─── Available data ───

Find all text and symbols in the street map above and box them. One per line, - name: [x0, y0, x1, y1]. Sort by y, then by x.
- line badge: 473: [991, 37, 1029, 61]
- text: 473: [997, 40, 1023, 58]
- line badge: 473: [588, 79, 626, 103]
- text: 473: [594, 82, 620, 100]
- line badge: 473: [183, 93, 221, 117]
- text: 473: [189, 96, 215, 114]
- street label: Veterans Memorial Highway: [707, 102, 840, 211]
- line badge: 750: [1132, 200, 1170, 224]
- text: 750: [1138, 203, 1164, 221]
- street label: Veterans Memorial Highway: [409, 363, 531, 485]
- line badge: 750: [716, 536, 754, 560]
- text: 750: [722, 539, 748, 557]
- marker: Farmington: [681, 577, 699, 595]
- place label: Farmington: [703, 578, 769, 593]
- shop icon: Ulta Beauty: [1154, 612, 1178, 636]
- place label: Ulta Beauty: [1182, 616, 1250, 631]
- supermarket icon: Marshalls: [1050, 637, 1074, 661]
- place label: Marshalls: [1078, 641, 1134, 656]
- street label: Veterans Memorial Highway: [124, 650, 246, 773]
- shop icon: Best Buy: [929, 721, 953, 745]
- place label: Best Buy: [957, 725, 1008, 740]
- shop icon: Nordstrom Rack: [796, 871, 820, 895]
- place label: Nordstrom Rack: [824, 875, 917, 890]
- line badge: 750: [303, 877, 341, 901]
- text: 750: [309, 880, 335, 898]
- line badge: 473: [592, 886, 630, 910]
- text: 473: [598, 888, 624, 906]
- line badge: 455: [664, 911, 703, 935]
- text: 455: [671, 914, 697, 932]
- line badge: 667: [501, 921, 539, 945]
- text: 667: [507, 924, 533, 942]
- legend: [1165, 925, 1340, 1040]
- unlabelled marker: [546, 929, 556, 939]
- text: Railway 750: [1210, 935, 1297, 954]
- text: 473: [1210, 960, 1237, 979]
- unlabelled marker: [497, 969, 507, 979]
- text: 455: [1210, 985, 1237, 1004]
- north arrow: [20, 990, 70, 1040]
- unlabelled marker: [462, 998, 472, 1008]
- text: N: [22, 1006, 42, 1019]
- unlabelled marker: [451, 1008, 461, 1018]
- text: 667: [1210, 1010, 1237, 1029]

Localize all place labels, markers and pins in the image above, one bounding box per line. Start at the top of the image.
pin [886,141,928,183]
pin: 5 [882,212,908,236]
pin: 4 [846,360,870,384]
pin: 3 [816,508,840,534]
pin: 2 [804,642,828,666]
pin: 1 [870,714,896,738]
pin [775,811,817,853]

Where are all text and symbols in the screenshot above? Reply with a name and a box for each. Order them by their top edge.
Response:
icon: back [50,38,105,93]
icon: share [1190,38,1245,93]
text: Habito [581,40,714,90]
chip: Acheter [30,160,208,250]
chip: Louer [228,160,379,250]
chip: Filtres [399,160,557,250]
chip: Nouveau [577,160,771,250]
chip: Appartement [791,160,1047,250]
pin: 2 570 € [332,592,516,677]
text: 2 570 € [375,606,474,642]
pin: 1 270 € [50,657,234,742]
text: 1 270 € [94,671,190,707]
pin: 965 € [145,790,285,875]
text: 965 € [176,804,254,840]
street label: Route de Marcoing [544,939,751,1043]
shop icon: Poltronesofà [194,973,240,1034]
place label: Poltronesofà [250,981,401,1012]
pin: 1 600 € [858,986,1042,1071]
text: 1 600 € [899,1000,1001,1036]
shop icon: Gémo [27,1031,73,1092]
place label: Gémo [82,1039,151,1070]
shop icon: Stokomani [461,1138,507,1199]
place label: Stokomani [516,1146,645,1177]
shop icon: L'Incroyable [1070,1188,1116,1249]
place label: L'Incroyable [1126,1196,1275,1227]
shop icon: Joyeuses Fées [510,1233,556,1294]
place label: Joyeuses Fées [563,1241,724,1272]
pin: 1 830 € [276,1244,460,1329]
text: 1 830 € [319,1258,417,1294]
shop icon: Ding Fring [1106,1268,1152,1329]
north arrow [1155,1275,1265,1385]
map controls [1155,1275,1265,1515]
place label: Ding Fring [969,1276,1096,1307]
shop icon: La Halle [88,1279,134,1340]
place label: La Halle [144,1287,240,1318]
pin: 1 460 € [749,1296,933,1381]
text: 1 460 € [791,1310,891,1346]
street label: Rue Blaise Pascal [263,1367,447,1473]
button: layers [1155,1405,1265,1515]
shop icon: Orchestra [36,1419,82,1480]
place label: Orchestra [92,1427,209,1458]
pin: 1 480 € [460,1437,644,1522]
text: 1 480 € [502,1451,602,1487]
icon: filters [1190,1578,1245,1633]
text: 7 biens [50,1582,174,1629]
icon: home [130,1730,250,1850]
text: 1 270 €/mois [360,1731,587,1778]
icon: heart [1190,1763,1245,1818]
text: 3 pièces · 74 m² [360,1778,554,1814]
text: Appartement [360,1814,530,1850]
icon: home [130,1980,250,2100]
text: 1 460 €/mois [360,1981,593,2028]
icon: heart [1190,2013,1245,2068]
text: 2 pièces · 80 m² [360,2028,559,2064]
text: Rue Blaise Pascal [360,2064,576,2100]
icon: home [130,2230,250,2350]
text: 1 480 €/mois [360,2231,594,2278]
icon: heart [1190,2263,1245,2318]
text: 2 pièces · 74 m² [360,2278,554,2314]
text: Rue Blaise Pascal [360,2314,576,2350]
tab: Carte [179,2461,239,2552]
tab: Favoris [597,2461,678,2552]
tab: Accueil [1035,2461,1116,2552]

───

> **Your assignment**:
The data above should be output exactly, with each line intact.

> **Your response**:
Find all text and symbols in the street map above and box them. One per line, - name: [x0, y0, x1, y1]. Sort by y, then by x.
- line badge: 473: [991, 37, 1029, 61]
- text: 473: [997, 40, 1023, 58]
- line badge: 473: [588, 79, 626, 103]
- text: 473: [594, 82, 620, 100]
- line badge: 473: [183, 93, 221, 117]
- text: 473: [189, 96, 215, 114]
- street label: Veterans Memorial Highway: [707, 102, 840, 211]
- line badge: 750: [1132, 200, 1170, 224]
- text: 750: [1138, 203, 1164, 221]
- street label: Veterans Memorial Highway: [409, 363, 531, 485]
- line badge: 750: [716, 536, 754, 560]
- text: 750: [722, 539, 748, 557]
- marker: Farmington: [681, 577, 699, 595]
- place label: Farmington: [703, 578, 769, 593]
- shop icon: Ulta Beauty: [1154, 612, 1178, 636]
- place label: Ulta Beauty: [1182, 616, 1250, 631]
- supermarket icon: Marshalls: [1050, 637, 1074, 661]
- place label: Marshalls: [1078, 641, 1134, 656]
- street label: Veterans Memorial Highway: [124, 650, 246, 773]
- shop icon: Best Buy: [929, 721, 953, 745]
- place label: Best Buy: [957, 725, 1008, 740]
- shop icon: Nordstrom Rack: [796, 871, 820, 895]
- place label: Nordstrom Rack: [824, 875, 917, 890]
- line badge: 750: [303, 877, 341, 901]
- text: 750: [309, 880, 335, 898]
- line badge: 473: [592, 886, 630, 910]
- text: 473: [598, 888, 624, 906]
- line badge: 455: [664, 911, 703, 935]
- text: 455: [671, 914, 697, 932]
- line badge: 667: [501, 921, 539, 945]
- text: 667: [507, 924, 533, 942]
- legend: [1165, 925, 1340, 1040]
- unlabelled marker: [546, 929, 556, 939]
- text: Railway 750: [1210, 935, 1297, 954]
- text: 473: [1210, 960, 1237, 979]
- unlabelled marker: [497, 969, 507, 979]
- text: 455: [1210, 985, 1237, 1004]
- north arrow: [20, 990, 70, 1040]
- unlabelled marker: [462, 998, 472, 1008]
- text: N: [22, 1006, 42, 1019]
- unlabelled marker: [451, 1008, 461, 1018]
- text: 667: [1210, 1010, 1237, 1029]

Localize all place labels, markers and pins in the image above, one bounding box per line. Start at the top of the image.
pin [886,141,928,183]
pin: 5 [882,212,908,236]
pin: 4 [846,360,870,384]
pin: 3 [816,508,840,534]
pin: 2 [804,642,828,666]
pin: 1 [870,714,896,738]
pin [775,811,817,853]

Where are all text and symbols in the screenshot above? Reply with a name and a box for each. Order them by their top edge.
Response:
icon: back [50,38,105,93]
icon: share [1190,38,1245,93]
text: Habito [581,40,714,90]
chip: Acheter [30,160,208,250]
chip: Louer [228,160,379,250]
chip: Filtres [399,160,557,250]
chip: Nouveau [577,160,771,250]
chip: Appartement [791,160,1047,250]
pin: 2 570 € [332,592,516,677]
text: 2 570 € [375,606,474,642]
pin: 1 270 € [50,657,234,742]
text: 1 270 € [94,671,190,707]
pin: 965 € [145,790,285,875]
text: 965 € [176,804,254,840]
street label: Route de Marcoing [544,939,751,1043]
shop icon: Poltronesofà [194,973,240,1034]
place label: Poltronesofà [250,981,401,1012]
pin: 1 600 € [858,986,1042,1071]
text: 1 600 € [899,1000,1001,1036]
shop icon: Gémo [27,1031,73,1092]
place label: Gémo [82,1039,151,1070]
shop icon: Stokomani [461,1138,507,1199]
place label: Stokomani [516,1146,645,1177]
shop icon: L'Incroyable [1070,1188,1116,1249]
place label: L'Incroyable [1126,1196,1275,1227]
shop icon: Joyeuses Fées [510,1233,556,1294]
place label: Joyeuses Fées [563,1241,724,1272]
pin: 1 830 € [276,1244,460,1329]
text: 1 830 € [319,1258,417,1294]
shop icon: Ding Fring [1106,1268,1152,1329]
north arrow [1155,1275,1265,1385]
map controls [1155,1275,1265,1515]
place label: Ding Fring [969,1276,1096,1307]
shop icon: La Halle [88,1279,134,1340]
place label: La Halle [144,1287,240,1318]
pin: 1 460 € [749,1296,933,1381]
text: 1 460 € [791,1310,891,1346]
street label: Rue Blaise Pascal [263,1367,447,1473]
button: layers [1155,1405,1265,1515]
shop icon: Orchestra [36,1419,82,1480]
place label: Orchestra [92,1427,209,1458]
pin: 1 480 € [460,1437,644,1522]
text: 1 480 € [502,1451,602,1487]
icon: filters [1190,1578,1245,1633]
text: 7 biens [50,1582,174,1629]
icon: home [130,1730,250,1850]
text: 1 270 €/mois [360,1731,587,1778]
icon: heart [1190,1763,1245,1818]
text: 3 pièces · 74 m² [360,1778,554,1814]
text: Appartement [360,1814,530,1850]
icon: home [130,1980,250,2100]
text: 1 460 €/mois [360,1981,593,2028]
icon: heart [1190,2013,1245,2068]
text: 2 pièces · 80 m² [360,2028,559,2064]
text: Rue Blaise Pascal [360,2064,576,2100]
icon: home [130,2230,250,2350]
text: 1 480 €/mois [360,2231,594,2278]
icon: heart [1190,2263,1245,2318]
text: 2 pièces · 74 m² [360,2278,554,2314]
text: Rue Blaise Pascal [360,2314,576,2350]
tab: Carte [179,2461,239,2552]
tab: Favoris [597,2461,678,2552]
tab: Accueil [1035,2461,1116,2552]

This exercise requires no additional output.